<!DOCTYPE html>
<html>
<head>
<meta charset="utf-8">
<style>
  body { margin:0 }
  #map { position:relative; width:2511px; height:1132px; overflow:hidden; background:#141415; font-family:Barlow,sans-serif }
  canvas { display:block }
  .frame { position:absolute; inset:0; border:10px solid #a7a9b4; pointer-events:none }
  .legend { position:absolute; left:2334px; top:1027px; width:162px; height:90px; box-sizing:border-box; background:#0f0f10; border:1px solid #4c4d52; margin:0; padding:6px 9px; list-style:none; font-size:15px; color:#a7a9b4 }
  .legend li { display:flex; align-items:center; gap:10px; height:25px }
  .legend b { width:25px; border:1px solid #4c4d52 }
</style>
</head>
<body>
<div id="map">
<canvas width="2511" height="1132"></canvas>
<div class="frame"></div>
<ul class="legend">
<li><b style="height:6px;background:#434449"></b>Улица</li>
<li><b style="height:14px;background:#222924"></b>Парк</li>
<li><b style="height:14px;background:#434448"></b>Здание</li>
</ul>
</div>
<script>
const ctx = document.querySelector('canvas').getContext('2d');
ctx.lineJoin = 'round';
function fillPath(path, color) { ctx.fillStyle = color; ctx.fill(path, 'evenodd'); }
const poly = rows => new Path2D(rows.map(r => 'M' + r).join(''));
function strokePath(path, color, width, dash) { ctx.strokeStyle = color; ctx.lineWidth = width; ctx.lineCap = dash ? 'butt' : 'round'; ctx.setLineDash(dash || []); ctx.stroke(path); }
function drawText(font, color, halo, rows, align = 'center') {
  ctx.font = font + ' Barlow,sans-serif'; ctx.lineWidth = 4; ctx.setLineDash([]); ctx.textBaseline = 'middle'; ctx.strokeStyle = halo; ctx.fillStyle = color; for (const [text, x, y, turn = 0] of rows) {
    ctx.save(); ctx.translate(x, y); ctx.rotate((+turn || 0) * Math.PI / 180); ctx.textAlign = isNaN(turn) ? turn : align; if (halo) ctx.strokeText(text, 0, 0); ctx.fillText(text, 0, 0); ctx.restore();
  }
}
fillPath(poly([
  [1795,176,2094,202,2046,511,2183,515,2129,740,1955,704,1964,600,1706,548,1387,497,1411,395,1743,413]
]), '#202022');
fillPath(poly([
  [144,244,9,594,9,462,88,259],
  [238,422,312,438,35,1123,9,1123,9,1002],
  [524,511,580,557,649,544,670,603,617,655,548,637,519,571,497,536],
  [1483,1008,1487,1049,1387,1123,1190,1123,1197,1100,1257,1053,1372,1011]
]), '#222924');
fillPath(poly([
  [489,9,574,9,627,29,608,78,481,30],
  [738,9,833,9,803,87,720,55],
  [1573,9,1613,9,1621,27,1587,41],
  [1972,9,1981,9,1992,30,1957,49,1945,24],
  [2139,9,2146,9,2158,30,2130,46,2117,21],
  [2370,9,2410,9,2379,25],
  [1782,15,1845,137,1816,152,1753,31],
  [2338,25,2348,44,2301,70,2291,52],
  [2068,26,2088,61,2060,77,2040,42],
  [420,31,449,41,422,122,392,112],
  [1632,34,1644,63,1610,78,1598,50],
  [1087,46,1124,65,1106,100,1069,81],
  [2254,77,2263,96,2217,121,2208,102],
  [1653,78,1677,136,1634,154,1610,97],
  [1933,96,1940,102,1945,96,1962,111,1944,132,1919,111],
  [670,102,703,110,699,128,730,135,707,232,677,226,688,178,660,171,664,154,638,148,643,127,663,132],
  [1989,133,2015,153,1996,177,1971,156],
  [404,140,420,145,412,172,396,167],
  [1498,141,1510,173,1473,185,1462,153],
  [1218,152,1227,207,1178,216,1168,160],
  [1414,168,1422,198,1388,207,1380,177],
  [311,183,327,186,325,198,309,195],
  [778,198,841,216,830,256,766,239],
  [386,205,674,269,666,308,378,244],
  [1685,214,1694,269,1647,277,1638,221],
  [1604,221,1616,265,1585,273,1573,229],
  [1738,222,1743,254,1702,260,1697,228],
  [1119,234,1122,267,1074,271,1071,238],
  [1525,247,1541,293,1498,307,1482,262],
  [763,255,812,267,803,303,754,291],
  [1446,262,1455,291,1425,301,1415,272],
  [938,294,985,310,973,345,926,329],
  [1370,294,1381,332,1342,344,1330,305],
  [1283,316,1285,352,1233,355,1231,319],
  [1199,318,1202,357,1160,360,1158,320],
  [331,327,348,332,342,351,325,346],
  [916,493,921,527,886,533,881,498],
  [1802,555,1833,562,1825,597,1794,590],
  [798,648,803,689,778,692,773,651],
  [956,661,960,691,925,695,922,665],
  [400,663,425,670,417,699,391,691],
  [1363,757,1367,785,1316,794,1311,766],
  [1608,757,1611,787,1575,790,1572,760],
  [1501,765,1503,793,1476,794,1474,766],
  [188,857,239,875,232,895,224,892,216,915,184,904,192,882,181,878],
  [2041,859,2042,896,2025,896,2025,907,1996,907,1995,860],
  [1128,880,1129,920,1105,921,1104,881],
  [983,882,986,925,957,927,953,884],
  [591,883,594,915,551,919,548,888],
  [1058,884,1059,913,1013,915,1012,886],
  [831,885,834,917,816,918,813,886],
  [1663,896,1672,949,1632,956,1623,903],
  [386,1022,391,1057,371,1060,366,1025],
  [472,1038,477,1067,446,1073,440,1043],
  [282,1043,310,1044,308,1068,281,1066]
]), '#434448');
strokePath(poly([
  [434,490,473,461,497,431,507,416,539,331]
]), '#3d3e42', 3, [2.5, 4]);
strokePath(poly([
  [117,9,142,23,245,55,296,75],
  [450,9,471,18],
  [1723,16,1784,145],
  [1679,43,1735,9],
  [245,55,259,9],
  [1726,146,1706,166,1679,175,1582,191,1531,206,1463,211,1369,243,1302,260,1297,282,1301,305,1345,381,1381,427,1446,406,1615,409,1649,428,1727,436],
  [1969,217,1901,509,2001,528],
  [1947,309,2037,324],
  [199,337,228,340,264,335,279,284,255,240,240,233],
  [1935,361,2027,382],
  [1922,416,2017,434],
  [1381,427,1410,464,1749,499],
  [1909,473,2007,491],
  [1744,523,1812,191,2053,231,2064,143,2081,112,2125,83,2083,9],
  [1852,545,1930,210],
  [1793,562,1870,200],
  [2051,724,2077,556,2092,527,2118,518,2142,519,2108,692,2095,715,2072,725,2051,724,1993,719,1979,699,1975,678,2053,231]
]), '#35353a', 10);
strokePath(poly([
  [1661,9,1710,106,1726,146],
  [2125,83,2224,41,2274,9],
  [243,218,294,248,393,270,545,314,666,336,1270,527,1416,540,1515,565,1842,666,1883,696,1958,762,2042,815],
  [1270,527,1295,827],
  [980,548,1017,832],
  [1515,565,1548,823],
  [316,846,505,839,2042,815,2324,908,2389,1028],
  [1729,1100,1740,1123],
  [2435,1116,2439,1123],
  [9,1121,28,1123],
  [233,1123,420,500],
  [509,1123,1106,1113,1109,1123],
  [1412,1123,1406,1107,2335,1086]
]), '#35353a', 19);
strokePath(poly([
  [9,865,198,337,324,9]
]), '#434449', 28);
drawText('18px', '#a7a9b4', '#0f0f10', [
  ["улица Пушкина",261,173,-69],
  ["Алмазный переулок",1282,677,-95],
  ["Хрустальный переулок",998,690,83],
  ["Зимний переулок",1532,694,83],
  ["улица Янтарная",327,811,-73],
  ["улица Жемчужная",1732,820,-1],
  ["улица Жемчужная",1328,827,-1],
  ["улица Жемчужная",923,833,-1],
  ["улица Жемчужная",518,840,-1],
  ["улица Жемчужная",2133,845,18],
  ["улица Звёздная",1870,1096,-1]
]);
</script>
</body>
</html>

━━━━━━━━━━━━━━━━━━━━

→ Work instructions
Please transcribe the data above without changes, from its first line to its "function drawText(font, color, halo, rows, align" line, and leave out anything past that.

→ Reply
<!DOCTYPE html>
<html>
<head>
<meta charset="utf-8">
<style>
  body { margin:0 }
  #map { position:relative; width:2511px; height:1132px; overflow:hidden; background:#141415; font-family:Barlow,sans-serif }
  canvas { display:block }
  .frame { position:absolute; inset:0; border:10px solid #a7a9b4; pointer-events:none }
  .legend { position:absolute; left:2334px; top:1027px; width:162px; height:90px; box-sizing:border-box; background:#0f0f10; border:1px solid #4c4d52; margin:0; padding:6px 9px; list-style:none; font-size:15px; color:#a7a9b4 }
  .legend li { display:flex; align-items:center; gap:10px; height:25px }
  .legend b { width:25px; border:1px solid #4c4d52 }
</style>
</head>
<body>
<div id="map">
<canvas width="2511" height="1132"></canvas>
<div class="frame"></div>
<ul class="legend">
<li><b style="height:6px;background:#434449"></b>Улица</li>
<li><b style="height:14px;background:#222924"></b>Парк</li>
<li><b style="height:14px;background:#434448"></b>Здание</li>
</ul>
</div>
<script>
const ctx = document.querySelector('canvas').getContext('2d');
ctx.lineJoin = 'round';
function fillPath(path, color) { ctx.fillStyle = color; ctx.fill(path, 'evenodd'); }
const poly = rows => new Path2D(rows.map(r => 'M' + r).join(''));
function strokePath(path, color, width, dash) { ctx.strokeStyle = color; ctx.lineWidth = width; ctx.lineCap = dash ? 'butt' : 'round'; ctx.setLineDash(dash || []); ctx.stroke(path); }
function drawText(font, color, halo, rows, align = 'center') {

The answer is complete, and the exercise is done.